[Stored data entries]
= = = = =

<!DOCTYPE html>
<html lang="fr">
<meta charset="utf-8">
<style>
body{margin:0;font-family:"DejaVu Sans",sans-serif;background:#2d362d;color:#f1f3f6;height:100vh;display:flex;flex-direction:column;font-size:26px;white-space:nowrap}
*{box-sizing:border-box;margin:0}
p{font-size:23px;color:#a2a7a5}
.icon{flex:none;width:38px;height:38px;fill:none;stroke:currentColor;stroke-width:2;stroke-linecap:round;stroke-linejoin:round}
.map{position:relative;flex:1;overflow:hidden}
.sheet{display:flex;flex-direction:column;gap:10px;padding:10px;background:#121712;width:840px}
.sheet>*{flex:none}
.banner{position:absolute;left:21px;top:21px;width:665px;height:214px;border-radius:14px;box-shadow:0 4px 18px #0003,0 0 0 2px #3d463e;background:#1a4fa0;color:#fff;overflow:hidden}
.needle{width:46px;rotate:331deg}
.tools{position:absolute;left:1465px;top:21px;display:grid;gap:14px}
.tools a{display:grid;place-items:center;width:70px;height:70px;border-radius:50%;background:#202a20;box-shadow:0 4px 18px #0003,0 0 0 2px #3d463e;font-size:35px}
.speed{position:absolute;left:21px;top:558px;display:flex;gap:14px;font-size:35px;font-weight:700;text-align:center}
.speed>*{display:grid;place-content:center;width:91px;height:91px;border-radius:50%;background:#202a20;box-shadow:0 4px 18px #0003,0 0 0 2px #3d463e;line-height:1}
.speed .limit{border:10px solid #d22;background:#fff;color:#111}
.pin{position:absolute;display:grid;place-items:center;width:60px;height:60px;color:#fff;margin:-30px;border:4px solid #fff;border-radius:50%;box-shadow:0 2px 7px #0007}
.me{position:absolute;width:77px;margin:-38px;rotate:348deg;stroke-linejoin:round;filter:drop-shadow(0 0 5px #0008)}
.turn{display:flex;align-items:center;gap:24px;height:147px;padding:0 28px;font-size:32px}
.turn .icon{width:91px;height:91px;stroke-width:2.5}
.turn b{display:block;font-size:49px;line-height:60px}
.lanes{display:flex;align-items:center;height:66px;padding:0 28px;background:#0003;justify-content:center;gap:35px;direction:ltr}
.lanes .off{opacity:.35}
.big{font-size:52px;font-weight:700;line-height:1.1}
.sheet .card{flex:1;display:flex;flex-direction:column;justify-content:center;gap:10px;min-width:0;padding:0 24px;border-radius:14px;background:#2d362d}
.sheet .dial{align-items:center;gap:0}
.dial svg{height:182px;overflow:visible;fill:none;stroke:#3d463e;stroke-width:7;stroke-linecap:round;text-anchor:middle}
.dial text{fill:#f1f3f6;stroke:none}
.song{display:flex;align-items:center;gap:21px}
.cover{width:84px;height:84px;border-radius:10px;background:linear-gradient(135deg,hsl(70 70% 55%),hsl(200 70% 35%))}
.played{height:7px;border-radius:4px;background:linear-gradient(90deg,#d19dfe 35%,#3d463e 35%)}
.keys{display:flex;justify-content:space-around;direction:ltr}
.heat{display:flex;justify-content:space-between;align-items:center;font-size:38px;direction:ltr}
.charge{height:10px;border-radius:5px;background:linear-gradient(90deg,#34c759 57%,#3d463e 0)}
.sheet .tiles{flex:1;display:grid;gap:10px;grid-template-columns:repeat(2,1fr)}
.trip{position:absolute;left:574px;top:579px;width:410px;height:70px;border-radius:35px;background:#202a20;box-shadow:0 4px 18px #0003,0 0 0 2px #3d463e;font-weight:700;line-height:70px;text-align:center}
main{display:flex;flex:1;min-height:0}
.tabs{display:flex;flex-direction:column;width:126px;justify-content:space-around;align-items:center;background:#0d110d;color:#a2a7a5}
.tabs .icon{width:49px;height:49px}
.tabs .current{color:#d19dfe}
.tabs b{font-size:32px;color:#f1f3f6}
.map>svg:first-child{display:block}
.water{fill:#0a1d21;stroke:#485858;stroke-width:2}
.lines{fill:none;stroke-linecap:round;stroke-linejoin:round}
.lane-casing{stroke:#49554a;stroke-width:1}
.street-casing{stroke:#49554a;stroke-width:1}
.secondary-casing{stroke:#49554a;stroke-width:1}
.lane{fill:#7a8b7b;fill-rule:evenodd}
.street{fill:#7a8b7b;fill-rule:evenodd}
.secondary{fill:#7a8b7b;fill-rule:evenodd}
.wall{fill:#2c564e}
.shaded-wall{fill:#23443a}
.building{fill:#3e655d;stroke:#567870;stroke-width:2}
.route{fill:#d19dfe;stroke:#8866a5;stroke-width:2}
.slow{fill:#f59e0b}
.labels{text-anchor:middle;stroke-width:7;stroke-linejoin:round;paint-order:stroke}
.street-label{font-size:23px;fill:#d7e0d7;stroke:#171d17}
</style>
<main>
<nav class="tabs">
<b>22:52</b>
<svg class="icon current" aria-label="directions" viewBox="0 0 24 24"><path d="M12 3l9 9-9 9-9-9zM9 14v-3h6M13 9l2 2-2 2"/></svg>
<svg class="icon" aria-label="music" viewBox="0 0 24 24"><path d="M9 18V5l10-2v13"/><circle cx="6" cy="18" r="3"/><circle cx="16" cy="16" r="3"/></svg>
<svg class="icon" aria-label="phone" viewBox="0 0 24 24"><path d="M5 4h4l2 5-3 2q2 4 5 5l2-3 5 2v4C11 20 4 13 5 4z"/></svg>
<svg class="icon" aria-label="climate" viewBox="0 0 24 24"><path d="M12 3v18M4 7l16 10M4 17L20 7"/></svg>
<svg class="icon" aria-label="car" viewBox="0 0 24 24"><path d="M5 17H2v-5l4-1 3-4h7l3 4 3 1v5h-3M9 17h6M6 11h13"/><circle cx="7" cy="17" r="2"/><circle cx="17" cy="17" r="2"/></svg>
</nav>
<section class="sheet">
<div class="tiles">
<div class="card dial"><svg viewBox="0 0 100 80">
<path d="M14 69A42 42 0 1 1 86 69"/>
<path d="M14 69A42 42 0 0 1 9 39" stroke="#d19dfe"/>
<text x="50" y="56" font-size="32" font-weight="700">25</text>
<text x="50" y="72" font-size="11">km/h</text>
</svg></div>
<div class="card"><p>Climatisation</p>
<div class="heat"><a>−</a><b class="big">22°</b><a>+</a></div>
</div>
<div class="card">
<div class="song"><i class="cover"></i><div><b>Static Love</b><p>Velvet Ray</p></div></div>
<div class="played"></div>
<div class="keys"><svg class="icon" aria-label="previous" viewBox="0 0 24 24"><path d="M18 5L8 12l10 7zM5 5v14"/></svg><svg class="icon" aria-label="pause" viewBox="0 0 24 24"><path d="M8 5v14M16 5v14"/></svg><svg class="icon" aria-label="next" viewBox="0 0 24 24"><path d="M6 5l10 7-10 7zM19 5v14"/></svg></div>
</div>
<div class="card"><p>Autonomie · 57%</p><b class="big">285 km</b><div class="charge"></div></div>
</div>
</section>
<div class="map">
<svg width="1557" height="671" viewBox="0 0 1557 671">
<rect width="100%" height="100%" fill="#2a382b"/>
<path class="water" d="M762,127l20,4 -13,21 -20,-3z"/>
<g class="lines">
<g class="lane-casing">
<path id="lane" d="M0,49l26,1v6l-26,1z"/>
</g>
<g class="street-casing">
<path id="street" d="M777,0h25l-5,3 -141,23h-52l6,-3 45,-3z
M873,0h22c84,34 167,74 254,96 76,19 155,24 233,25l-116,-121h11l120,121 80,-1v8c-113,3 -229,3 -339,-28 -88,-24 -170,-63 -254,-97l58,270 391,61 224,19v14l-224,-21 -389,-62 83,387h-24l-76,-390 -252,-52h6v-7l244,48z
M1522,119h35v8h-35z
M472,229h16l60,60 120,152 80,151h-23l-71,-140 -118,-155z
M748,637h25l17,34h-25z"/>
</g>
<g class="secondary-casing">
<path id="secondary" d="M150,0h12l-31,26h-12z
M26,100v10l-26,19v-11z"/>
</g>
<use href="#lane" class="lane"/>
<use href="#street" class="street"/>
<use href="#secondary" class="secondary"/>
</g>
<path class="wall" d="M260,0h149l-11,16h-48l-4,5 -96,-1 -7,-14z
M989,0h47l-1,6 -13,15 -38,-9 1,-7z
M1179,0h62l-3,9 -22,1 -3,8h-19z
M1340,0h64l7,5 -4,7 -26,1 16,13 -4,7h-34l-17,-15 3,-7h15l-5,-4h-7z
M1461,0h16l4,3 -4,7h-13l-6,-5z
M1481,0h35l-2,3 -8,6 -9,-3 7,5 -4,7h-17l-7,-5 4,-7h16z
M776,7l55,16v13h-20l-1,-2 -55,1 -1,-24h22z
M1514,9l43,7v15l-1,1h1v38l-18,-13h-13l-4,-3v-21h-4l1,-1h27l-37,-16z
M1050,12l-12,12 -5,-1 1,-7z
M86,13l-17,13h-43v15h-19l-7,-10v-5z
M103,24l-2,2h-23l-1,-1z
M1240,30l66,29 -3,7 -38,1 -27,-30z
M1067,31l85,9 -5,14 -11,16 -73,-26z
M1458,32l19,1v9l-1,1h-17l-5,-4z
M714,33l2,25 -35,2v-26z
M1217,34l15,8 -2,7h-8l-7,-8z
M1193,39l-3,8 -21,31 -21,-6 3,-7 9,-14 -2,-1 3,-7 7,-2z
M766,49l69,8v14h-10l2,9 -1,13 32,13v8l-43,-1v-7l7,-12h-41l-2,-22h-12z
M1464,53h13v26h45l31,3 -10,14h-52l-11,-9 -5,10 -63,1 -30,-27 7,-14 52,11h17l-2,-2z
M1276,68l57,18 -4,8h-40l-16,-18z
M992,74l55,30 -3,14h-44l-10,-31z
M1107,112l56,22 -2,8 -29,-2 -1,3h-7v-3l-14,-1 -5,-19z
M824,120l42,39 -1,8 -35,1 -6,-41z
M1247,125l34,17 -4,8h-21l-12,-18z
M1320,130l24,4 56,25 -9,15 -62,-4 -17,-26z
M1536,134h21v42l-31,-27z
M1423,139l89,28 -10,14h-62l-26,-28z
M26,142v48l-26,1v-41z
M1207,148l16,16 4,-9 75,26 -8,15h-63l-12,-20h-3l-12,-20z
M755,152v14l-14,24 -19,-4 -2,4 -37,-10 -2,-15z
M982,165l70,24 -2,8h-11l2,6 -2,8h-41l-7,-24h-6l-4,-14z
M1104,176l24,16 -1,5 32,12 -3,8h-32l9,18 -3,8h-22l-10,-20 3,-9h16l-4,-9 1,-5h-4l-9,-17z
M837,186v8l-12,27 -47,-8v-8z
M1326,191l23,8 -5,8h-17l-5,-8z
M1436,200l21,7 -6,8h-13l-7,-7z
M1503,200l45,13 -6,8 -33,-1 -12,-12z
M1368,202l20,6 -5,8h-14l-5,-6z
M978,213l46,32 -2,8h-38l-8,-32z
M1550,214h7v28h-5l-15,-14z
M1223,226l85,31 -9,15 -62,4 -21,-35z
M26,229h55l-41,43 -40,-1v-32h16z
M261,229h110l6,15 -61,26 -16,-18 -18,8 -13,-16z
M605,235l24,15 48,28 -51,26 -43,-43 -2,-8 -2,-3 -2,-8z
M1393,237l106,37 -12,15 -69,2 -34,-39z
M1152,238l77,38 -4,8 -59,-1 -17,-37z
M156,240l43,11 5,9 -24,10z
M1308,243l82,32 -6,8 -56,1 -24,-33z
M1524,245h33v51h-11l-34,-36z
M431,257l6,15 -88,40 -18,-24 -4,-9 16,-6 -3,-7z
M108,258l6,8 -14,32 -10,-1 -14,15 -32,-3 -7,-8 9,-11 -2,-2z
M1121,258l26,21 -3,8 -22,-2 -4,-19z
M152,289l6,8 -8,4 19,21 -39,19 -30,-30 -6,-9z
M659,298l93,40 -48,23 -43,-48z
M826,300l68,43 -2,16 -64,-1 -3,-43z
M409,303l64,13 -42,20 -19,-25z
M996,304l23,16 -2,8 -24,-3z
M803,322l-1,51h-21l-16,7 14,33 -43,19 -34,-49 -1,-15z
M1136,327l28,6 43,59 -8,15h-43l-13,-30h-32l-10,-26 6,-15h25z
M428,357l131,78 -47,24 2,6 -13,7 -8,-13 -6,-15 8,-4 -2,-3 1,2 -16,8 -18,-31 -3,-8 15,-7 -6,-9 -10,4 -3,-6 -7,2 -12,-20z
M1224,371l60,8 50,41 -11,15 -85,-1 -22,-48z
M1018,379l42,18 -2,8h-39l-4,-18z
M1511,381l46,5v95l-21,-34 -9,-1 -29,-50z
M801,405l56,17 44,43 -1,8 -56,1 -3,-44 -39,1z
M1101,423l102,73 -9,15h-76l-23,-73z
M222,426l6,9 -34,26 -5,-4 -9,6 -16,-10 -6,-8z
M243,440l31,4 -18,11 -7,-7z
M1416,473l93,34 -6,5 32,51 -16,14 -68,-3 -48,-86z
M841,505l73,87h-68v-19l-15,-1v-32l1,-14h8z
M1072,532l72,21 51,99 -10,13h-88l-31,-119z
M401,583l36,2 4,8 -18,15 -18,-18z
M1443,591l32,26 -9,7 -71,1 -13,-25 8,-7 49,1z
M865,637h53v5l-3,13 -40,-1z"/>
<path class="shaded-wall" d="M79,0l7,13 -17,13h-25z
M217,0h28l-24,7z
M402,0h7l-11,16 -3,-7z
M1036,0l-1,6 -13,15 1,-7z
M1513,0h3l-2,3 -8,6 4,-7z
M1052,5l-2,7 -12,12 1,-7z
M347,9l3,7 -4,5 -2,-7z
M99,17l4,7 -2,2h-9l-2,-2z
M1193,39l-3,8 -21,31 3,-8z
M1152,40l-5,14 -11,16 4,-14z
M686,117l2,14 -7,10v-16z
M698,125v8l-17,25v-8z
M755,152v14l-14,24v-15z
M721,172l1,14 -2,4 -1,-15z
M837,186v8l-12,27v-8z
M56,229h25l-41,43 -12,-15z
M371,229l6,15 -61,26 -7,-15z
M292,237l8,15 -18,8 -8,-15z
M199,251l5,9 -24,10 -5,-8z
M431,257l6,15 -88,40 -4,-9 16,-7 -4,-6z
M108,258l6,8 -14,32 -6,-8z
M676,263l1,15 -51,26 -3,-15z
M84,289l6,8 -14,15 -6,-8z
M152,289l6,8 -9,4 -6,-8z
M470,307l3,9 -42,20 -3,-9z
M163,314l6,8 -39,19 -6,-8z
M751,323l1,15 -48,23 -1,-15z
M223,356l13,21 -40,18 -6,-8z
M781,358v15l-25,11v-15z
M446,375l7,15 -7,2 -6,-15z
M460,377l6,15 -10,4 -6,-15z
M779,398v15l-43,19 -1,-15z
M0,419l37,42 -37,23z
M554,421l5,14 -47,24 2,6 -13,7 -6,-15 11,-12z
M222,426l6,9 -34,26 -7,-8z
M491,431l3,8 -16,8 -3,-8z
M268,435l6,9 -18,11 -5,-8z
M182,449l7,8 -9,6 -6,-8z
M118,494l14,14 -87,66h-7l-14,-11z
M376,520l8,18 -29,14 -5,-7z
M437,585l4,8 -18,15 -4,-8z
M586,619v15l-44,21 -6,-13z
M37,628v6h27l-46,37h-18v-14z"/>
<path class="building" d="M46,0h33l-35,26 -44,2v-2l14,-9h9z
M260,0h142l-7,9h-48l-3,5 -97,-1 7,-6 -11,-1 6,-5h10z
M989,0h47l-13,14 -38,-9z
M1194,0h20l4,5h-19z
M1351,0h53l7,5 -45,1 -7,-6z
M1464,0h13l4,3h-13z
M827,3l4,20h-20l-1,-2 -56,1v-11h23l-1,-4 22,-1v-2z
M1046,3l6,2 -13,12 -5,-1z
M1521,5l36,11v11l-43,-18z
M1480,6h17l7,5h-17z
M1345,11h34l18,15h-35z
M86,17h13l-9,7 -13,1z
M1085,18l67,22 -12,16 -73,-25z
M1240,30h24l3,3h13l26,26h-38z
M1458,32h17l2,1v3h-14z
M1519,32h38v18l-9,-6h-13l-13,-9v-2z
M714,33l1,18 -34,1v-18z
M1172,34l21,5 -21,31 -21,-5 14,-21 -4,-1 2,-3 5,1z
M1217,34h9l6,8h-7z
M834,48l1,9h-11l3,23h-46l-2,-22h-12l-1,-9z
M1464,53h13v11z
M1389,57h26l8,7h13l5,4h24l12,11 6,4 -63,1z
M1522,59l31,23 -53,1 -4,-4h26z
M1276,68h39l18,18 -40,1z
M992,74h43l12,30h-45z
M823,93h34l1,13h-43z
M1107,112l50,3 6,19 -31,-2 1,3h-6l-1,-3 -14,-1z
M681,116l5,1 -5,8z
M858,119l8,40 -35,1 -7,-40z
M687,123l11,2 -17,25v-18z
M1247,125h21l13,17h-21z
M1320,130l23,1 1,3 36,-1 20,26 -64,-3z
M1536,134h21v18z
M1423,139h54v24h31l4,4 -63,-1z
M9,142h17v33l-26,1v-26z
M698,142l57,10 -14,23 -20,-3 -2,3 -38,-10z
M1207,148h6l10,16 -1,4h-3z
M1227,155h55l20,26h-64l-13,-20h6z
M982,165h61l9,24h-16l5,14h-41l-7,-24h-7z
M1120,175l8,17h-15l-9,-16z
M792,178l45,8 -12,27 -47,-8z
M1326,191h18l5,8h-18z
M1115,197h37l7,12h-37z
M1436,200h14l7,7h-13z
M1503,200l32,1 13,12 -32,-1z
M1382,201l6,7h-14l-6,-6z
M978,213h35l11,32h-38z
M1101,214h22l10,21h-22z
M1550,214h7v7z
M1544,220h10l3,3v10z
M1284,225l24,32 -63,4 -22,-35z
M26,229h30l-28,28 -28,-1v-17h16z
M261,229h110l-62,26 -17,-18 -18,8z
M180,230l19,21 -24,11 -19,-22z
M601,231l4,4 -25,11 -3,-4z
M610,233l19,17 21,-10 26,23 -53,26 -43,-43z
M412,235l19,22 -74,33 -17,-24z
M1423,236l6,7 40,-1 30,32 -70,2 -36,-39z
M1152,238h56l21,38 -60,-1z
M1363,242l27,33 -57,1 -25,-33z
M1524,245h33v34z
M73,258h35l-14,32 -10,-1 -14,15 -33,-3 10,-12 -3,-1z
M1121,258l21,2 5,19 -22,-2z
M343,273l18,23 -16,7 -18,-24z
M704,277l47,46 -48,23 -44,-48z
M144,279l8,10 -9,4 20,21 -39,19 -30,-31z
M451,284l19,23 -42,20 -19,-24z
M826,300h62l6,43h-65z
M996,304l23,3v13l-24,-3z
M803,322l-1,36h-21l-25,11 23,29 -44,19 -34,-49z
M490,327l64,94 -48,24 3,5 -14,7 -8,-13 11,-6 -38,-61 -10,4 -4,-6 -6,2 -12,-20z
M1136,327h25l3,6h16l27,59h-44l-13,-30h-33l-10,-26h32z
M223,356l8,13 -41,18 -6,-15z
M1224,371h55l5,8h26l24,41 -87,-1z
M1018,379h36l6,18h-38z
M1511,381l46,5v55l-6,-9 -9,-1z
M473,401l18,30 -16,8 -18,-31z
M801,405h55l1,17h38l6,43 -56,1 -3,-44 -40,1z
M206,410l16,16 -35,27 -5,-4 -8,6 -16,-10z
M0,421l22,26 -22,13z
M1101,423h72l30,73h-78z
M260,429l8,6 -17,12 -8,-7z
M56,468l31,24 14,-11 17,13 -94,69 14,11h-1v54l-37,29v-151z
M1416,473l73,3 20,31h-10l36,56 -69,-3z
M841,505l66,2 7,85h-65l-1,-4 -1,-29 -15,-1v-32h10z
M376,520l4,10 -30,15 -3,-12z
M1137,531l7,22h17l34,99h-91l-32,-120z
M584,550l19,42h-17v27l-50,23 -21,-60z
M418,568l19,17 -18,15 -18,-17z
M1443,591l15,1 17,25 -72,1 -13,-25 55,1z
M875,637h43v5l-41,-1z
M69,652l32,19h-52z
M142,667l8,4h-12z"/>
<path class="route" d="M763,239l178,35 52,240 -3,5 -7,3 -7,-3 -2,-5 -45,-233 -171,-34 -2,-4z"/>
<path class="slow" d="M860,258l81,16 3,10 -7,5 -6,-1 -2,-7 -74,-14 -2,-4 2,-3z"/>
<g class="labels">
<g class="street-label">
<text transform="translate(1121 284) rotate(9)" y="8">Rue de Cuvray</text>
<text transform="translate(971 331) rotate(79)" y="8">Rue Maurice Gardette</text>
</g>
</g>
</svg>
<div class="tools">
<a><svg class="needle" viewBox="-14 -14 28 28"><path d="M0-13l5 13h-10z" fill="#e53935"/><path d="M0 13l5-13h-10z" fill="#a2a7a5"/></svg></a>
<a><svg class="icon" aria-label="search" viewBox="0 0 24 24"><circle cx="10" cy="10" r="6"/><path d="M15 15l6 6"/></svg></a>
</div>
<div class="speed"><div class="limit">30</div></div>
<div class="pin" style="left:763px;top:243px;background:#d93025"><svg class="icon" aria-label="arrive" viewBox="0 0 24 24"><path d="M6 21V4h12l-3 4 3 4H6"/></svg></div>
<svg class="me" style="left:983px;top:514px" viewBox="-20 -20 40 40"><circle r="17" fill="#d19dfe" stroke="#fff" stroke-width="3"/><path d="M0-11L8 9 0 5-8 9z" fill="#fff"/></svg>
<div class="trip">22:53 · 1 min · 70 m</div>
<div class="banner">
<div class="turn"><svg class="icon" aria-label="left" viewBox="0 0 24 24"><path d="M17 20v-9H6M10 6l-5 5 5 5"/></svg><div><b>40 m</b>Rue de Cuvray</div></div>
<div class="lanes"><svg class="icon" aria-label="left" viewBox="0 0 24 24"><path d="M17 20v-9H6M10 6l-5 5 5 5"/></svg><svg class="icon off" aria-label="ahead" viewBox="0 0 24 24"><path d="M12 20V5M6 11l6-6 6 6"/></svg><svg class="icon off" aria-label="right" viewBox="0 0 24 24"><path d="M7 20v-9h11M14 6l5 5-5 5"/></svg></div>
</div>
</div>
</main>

= = = = =

__Task__. If a line in the entries contains "lines", copy it.

__Completed exercise__.
.lines{fill:none;stroke-linecap:round;stroke-linejoin:round}
<g class="lines">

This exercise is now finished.